Incidente sul lavoro: 60enne ferito in un cantiere edile nel salernitano
SICUREZZA SUL LAVORO
28 aprile 2026
SICUREZZA SUL LAVORO

Incidente sul lavoro: 60enne ferito in un cantiere edile nel salernitano

Il 28 aprile tra celebrazione e tragedia.
Carmen Caldarelli

Mentre le istituzioni celebrano la Giornata Mondiale per la Salute e la Sicurezza sul Lavoro, la realtà dei cantieri campani restituisce un’immagine drammatica.

 

Un operaio di 60 anni è ricoverato in prognosi riservata all’ospedale “Luigi Curto” di Polla. La causa, un tondino di ferro che gli ha trafitto l’addome in un cantiere edile a Rofrano. I medici dell’ospedale Luigi Curto di Polla hanno eseguito un intervento chirurgico molto delicato per tentare di salvargli la vita.

 

I carabinieri indagano ora sul rispetto delle norme vigenti per ricostruire l’esatta dinamica di questo tragico evento nel territorio campano.
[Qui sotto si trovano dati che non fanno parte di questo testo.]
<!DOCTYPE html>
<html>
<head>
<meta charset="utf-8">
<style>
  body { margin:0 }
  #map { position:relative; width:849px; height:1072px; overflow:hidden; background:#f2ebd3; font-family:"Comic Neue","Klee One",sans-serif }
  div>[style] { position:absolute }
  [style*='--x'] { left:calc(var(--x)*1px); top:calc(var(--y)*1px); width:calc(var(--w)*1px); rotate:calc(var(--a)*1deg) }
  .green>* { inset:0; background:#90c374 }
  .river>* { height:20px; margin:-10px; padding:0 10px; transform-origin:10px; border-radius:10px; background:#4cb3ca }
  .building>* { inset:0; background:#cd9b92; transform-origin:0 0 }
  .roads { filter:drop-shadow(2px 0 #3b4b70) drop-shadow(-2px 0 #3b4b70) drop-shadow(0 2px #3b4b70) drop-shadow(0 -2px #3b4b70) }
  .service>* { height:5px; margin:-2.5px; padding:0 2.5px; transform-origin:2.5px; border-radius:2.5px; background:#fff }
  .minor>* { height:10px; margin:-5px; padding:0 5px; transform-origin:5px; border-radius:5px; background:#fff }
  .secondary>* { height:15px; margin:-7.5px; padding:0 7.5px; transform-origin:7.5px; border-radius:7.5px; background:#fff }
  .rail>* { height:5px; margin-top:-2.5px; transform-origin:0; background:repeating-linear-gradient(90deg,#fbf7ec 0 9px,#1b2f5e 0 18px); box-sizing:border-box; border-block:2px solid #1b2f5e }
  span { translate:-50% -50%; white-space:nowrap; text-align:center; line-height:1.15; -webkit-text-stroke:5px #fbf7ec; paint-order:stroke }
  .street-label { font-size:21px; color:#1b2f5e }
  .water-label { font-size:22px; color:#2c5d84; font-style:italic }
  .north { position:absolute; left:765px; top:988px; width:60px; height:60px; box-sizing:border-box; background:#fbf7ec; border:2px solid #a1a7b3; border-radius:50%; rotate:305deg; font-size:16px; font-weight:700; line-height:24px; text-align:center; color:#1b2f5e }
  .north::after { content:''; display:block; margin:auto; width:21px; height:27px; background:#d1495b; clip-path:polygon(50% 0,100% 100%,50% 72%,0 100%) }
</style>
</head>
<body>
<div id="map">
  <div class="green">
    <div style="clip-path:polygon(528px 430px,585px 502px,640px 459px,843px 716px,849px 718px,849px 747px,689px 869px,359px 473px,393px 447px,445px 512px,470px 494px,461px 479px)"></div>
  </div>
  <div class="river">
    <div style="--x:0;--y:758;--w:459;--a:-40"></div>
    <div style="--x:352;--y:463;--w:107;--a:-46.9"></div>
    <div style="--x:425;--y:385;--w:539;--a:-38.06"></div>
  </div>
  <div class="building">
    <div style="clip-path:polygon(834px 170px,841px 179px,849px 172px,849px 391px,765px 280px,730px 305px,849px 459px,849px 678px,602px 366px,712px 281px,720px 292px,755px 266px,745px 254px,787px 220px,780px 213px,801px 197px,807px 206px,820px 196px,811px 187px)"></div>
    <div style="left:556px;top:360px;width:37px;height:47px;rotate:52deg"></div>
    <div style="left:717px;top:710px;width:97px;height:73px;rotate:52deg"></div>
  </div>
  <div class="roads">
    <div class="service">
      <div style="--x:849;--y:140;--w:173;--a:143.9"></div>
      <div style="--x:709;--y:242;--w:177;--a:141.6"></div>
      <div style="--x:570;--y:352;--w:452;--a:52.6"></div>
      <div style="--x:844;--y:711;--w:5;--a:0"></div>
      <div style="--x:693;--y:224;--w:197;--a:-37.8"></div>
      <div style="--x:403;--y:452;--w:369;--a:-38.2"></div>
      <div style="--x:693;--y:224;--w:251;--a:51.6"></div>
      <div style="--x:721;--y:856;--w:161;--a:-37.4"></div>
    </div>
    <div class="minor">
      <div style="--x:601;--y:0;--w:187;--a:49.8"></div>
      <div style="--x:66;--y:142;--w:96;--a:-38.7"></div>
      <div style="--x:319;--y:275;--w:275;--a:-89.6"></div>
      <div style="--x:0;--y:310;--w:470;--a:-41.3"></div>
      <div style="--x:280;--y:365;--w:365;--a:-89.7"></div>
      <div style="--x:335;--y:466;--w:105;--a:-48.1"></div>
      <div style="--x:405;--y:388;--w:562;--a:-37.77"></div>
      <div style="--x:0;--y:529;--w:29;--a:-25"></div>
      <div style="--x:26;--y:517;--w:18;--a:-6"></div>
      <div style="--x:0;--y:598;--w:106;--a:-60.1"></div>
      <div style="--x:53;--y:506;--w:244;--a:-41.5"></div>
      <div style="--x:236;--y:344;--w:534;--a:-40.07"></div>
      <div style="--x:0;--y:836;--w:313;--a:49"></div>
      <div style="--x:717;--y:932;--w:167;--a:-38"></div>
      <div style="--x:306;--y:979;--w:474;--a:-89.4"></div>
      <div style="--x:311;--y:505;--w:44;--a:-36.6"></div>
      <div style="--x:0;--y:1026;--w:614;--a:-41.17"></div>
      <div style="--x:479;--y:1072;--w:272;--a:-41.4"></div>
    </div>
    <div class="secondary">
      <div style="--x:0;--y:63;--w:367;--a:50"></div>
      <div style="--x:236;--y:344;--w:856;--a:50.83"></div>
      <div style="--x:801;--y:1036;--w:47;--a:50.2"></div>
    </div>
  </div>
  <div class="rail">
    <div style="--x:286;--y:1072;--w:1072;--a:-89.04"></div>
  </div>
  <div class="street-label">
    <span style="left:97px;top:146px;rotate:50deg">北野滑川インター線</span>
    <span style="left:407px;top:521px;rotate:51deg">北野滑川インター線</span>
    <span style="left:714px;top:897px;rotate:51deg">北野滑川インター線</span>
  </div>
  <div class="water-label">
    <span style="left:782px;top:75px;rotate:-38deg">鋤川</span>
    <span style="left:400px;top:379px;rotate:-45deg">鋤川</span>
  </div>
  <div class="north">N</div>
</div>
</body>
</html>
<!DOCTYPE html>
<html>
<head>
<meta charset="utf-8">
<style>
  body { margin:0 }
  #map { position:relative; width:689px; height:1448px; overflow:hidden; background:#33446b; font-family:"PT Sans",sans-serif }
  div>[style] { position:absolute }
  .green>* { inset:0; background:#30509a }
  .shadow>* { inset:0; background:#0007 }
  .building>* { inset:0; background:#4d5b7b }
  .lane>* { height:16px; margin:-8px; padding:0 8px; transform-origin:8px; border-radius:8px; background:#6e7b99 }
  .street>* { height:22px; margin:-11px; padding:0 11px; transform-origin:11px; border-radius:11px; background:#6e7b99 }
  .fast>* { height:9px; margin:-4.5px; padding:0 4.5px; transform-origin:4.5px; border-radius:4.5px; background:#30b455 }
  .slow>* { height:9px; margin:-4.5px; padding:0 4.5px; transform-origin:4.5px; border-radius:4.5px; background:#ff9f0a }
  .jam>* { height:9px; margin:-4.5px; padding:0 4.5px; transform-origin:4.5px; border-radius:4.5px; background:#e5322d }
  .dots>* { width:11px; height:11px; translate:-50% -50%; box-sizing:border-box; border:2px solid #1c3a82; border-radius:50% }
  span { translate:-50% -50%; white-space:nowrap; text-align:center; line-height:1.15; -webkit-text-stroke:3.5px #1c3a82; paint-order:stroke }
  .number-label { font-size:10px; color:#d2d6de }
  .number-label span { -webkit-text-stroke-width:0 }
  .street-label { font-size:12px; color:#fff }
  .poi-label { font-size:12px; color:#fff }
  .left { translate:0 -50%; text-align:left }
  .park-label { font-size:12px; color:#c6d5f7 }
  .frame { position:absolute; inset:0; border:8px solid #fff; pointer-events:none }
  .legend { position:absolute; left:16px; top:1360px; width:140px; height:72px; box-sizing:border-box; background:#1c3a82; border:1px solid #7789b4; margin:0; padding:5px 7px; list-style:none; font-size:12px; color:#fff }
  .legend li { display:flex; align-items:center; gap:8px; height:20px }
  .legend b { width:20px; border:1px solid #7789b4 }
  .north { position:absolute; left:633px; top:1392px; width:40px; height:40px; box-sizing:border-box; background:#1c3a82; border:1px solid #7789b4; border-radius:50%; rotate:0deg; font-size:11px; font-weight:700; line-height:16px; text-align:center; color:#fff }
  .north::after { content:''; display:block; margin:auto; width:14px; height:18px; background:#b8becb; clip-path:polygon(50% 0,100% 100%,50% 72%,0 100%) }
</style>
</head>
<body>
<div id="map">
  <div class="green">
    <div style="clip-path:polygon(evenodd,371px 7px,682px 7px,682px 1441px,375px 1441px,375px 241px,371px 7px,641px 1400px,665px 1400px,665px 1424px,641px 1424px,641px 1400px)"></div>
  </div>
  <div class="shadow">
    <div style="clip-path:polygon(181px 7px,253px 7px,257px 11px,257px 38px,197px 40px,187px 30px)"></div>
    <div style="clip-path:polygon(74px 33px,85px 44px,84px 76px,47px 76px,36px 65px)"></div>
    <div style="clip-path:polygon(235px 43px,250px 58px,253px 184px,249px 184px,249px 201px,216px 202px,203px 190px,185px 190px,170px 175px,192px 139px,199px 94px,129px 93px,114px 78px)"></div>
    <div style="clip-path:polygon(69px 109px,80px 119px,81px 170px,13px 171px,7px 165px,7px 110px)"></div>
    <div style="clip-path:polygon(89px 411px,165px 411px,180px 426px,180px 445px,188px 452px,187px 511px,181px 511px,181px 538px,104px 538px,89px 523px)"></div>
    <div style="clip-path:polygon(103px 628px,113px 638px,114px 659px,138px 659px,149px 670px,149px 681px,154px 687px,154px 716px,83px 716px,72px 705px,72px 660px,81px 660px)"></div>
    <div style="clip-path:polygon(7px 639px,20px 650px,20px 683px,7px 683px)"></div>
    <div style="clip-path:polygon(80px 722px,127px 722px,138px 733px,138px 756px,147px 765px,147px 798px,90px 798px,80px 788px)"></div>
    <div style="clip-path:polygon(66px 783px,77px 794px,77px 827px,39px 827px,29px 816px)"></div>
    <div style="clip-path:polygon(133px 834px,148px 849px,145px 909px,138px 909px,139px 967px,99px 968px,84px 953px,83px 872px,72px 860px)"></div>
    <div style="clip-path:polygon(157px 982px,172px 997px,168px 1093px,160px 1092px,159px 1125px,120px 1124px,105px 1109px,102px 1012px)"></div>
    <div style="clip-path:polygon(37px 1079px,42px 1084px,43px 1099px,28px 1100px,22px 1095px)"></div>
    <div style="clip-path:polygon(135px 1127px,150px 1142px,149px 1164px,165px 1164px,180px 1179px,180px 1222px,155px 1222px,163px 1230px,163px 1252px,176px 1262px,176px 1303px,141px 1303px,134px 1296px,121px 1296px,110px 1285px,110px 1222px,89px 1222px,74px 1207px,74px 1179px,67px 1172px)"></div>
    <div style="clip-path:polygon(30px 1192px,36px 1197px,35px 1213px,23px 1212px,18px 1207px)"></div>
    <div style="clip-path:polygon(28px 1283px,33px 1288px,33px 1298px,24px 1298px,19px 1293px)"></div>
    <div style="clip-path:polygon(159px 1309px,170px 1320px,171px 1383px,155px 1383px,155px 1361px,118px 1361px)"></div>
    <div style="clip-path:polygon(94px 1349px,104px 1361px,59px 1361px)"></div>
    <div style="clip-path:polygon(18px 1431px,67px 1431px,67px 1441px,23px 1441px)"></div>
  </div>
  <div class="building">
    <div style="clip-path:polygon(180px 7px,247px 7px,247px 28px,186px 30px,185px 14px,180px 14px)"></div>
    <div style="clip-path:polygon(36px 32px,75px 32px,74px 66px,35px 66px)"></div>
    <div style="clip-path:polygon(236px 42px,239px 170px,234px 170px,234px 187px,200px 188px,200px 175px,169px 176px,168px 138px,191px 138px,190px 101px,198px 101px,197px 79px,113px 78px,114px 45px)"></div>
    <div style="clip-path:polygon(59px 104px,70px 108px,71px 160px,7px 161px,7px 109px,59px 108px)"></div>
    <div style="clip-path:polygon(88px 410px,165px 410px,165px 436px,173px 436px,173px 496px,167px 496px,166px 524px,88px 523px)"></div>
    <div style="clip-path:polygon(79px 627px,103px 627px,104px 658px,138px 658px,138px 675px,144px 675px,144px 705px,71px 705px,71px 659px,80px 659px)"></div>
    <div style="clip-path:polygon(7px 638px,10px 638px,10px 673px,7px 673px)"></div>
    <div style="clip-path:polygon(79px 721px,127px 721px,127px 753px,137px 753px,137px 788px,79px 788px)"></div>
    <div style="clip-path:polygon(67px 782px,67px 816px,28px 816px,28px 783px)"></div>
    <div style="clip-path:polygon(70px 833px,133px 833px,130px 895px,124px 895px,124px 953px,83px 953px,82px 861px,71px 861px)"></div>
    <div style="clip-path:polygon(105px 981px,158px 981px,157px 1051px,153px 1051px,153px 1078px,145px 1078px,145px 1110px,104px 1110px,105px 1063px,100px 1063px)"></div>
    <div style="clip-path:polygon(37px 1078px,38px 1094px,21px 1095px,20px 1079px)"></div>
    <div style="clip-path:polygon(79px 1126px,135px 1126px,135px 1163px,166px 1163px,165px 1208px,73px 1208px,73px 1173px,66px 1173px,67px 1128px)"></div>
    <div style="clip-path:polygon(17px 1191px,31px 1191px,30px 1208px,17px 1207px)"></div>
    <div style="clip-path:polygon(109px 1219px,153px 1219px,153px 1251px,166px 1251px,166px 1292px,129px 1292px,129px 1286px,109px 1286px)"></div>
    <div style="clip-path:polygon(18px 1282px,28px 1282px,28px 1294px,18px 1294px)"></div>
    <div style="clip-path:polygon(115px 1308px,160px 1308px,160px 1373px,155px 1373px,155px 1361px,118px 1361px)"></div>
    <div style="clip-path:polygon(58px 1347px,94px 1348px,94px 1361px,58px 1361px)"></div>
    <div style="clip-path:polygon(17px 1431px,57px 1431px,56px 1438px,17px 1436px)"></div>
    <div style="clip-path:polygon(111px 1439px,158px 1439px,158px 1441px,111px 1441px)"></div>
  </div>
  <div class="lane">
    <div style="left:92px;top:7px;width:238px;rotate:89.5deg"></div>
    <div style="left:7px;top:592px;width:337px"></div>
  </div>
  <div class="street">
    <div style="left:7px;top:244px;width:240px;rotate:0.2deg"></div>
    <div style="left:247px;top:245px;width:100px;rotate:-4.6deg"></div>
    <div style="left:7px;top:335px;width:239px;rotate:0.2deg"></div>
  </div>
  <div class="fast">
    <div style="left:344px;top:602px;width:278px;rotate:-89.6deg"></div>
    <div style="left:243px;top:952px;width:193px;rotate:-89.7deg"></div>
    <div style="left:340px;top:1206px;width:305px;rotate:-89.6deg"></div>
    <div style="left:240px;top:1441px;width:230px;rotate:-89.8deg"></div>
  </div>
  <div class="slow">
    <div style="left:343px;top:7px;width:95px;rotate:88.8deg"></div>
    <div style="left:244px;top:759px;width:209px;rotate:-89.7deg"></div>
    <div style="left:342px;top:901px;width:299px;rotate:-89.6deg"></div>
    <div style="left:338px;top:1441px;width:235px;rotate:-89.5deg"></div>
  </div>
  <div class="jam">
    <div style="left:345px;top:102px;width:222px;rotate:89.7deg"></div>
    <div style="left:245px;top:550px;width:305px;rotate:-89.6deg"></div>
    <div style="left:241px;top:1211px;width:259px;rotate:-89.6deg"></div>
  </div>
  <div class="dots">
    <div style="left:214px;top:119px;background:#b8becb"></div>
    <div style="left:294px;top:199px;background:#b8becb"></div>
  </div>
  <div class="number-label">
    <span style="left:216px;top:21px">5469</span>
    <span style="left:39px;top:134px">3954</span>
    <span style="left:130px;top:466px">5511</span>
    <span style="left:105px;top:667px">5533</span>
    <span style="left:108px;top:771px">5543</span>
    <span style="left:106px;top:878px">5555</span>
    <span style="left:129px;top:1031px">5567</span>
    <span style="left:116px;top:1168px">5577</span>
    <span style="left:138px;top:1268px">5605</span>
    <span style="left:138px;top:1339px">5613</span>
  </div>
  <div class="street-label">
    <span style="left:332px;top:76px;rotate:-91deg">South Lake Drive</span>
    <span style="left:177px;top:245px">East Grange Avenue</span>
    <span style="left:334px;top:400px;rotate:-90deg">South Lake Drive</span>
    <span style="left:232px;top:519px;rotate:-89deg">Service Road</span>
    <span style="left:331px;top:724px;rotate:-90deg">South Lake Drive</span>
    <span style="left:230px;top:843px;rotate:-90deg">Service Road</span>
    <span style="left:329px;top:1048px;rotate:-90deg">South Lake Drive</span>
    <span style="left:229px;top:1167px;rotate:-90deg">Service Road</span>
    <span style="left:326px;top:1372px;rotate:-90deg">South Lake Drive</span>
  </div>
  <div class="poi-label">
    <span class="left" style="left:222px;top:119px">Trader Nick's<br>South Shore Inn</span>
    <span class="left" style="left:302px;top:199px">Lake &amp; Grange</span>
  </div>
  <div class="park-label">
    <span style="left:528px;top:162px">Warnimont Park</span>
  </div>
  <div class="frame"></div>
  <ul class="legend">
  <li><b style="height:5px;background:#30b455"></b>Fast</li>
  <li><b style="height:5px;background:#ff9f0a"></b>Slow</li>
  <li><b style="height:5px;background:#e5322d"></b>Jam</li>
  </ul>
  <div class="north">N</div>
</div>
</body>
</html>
Un incidente che trasforma una ricorrenza simbolica in un grido d’allarme concreto e immediato.​

 

IL RICHIAMO DEI SINDACATI

​«La lunga scia di incidenti impone un cambio di passo immediato» ha dichiarato Comberiati, Segretaria Generale della Cisl Napoli.

 

Durante le celebrazioni, tenutesi alla Federico II di San Giovanni a Teduccio, ha sottolineato che servono controlli rigorosi negli appalti e nei subappalti per garantire la regolarità dei contratti di ogni lavoratore.

 

«Istituzioni e società civile devono unirsi: i costi della mancata prevenzione sono altissimi, sia economicamente che in termini di vite umane. Di lavoro si deve vivere, non morire».

 

UN DIRITTO FONDAMENTALE

​Il 28 aprile, istituito dall’Organizzazione Internazionale del Lavoro, ribadisce nel 2026 che la sicurezza non è un “costo” o un optional, ma un diritto fondamentale. In Campania si continua a lottare contro dinamiche arcaiche e brutali: cadute, schiacciamenti e perforazioni da materiali di cantiere, come avvenuto nel Salernitano.​

 

I NUMERI DELLA CAMPANIA​

I dati INAIL e i bilanci dell’Osservatorio “Napoli Città Sicura” delineano un quadro preoccupante per la regione. La Campania resta stabilmente tra le regioni con la maglia nera, con un’incidenza di mortalità superiore del 25% rispetto alla media nazionale.​

 

Nonostante gli sforzi tecnologici, nel settore edile, le costruzioni rimangono il comparto più colpito. La fascia statisticamente più colpita è quella 55-64 anni (circa il 42% del totale nazionale).​

 

Tutto ciò non è fatalità, ma un risultato della negligenza antropica.

 

LE CONCLUSIONI

Le parole della Cisl Napoli ricordano che la soluzione risiede nel rafforzamento dei controlli e nella formazione continua.​

 

L’episodio odierno è la prova che, nonostante i convegni e le celebrazioni, la strada per “azzerare gli infortuni” è ancora lunga. Dietro ogni numero della “zona rossa” campana c’è un volto e una famiglia che ha perso tutto.